Gormley, I.C., and Murphy, T.B. (2008). A mixture of experts model for rank data withapplications in election studies. Annals of Applied Statistics 2(4): 1452-1477. DOI: 10.1214/08-AOAS178

D'Ambrosio, A., and Heiser W.J. (2016). A recursive partitioning method for the prediction of preference rankings based upon Kemeny distances. Psychometrika, vol. 81 (3), pp.774-94. DOI: 10.1007/s11336-016-9505-1.

Examples

data(Irish)

Utility function

Description

A utility function completing the output of the function ranktree.

Usage

layouttree(Tree)

Arguments

Tree

an object of the class "ranktree"

Value

an object of the class "ranktree" completing the output of the function ranktree

Author(s)

Antonio D'Ambrosio [email protected]


Path of a terminal node

Description

Given an object of the class "ranktree", it visualize the path leading to the terminal node

Usage

nodepath(termnode, Tree)

Arguments

termnode

The terminal node of which the path has to be extracted

Tree

An object of the class "ranktree"

Value

The path leading to the terminal node

Author(s)

Antonio D'Ambrosio [email protected]

See Also

ranktree, treepaths, getsubtree

Examples

data(Irish)
#build the tree with default options
tree <- ranktree(Irish$rankings,Irish$predictors)
#get information about all the paths leading to terminal nodes
paths <- treepaths(tree)
#see the path for terminal node number 8
nodepath(termnode=8,tree)

Plot tree-based structure or pruning sequence of ranktree

Description

Plot the tree coming from the ranktree or the pruning sequence of the ranktree

Usage

## S3 method for class 'ranktree'
plot(
  x,
  plot.type = "tree",
  dispclass = FALSE,
  valtree = NULL,
  taos = TRUE,
  ...
)

Arguments

x

An object of the class "ranktree"

plot.type

One among "tree" or "pruningseq"

dispclass

Display the median ranking above terminal nodes.
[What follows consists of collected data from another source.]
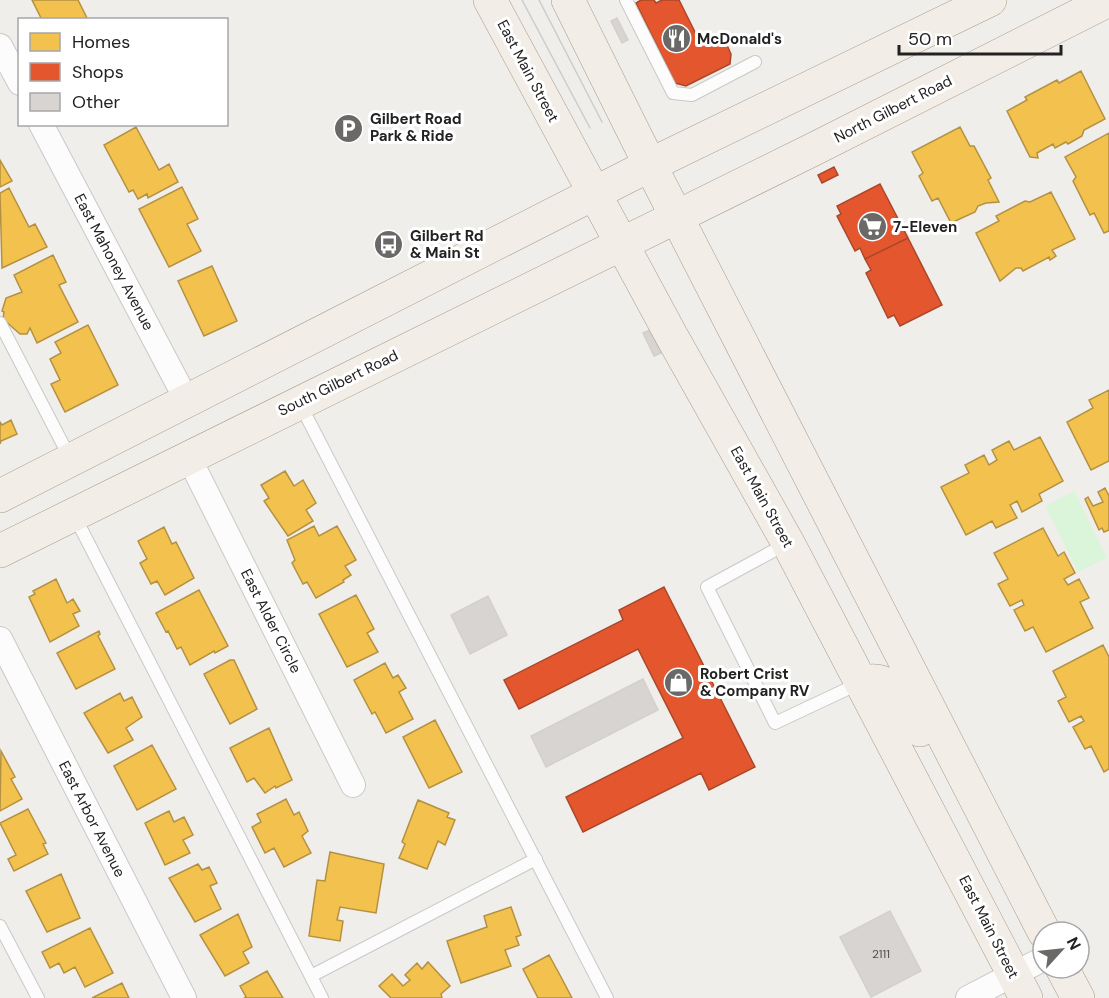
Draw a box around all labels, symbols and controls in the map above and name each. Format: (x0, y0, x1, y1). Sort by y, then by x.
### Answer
street label: East Main Street (493, 16, 563, 126)
legend (18, 18, 228, 126)
scale bar (899, 18, 1061, 56)
restaurant icon: McDonald's (660, 23, 692, 55)
text: 50 m (908, 27, 952, 51)
place label: McDonald's (697, 29, 782, 49)
text: Homes (72, 30, 130, 54)
text: Shops (72, 60, 124, 84)
street label: North Gilbert Road (831, 71, 955, 147)
text: Other (72, 90, 121, 114)
place label: Gilbert Road Park & Ride (370, 109, 462, 146)
parking icon: Gilbert Road Park & Ride (333, 112, 365, 144)
street label: East Mahoney Avenue (69, 190, 159, 334)
supermarket icon: 7-Eleven (856, 211, 888, 243)
place label: 7-Eleven (893, 217, 957, 237)
place label: Gilbert Rd & Main St (410, 226, 484, 263)
bus stop icon: Gilbert Rd & Main St (373, 229, 405, 261)
street label: South Gilbert Road (275, 345, 401, 421)
street label: East Main Street (726, 443, 798, 551)
street label: East Alder Circle (236, 565, 306, 677)
place label: Robert Crist & Company RV (700, 664, 810, 701)
shop icon: Robert Crist & Company RV (663, 667, 695, 699)
street label: East Arbor Avenue (54, 757, 130, 881)
street label: East Main Street (954, 872, 1024, 982)
north arrow (1031, 920, 1091, 980)
text: N (1062, 933, 1086, 953)
house number: 2111 (872, 946, 890, 962)

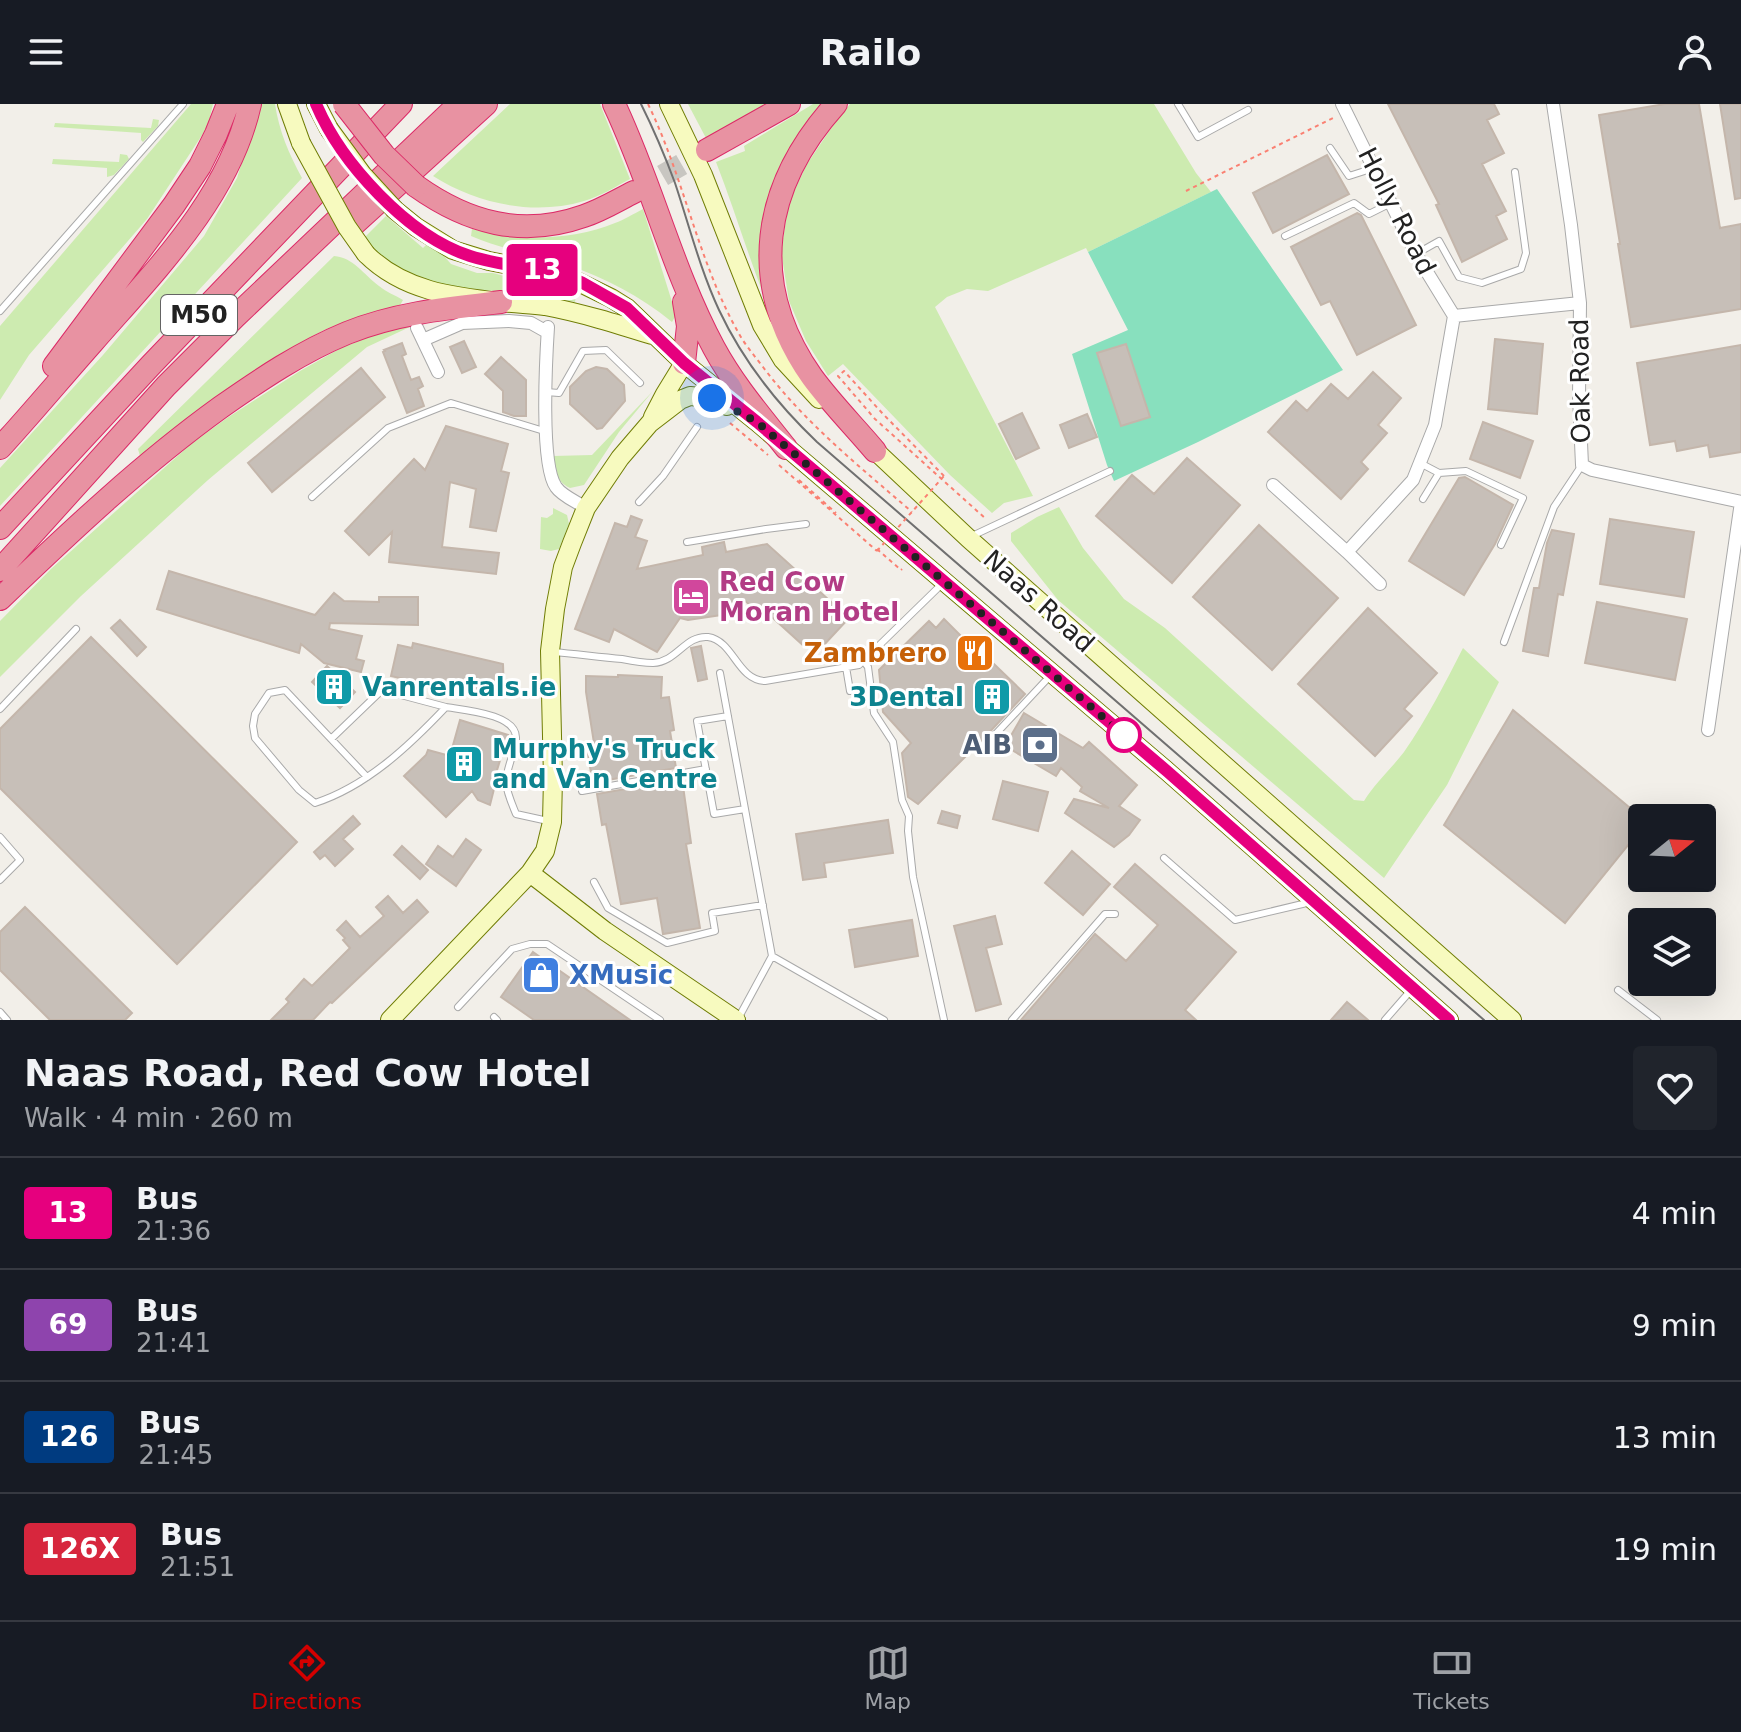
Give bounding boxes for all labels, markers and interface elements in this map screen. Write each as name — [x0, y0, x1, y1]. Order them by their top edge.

Default option: FALSE

valtree

If plot.type="pruningseq", it shows the Tau_x rank correlation coefficient or the error along the pruning sequence on the training set. If valtree is the output of the function validatetree, it shows either the Tau_x rank correlation coefficient or the error along the pruning sequence of also the decision tree (validated by wither test set or cross-validation)

taos

If plot.type="pruningseq", it plots the Tau_x rank correlation coefficient along the pruning sequence. If taos=FALSE, it plots the error.

...

System reserved (No specific usage)

Value

the plot of either the tree or the pruning sequence

Author(s)

Antonio D'Ambrosio [email protected]

See Also

ranktree, validatetree

Examples

data("Univranks")
tree <- ranktree(Univranks$rankings,Univranks$predictors,num=50)
plot(tree,dispclass=TRUE)
  

data(EVS)
EVS$rankings[is.na(EVS$rankings)] <- 3
set.seed(654)
training=sample(1911,1434)
tree <- ranktree(EVS$rankings[training,],EVS$predictors[training,],decrmin=0.001,num=50)
plot(tree,dispclass=TRUE)
#test set validation
vtreetest <- validatetree(tree,testX=EVS$predictors[-training,],EVS$rankings[-training,]) 
dtree <- getsubtree(tree,vtreetest$best_tau)
plot(dtree,dispclass=TRUE)
#see the global weigthted tau_X rank correlation coefficients
plot(tree,plot.type="pruningseq",valtree=vtreetest)
#see the error rates
plot(tree,plot.type="pruningseq",valtree=vtreetest, taos=FALSE)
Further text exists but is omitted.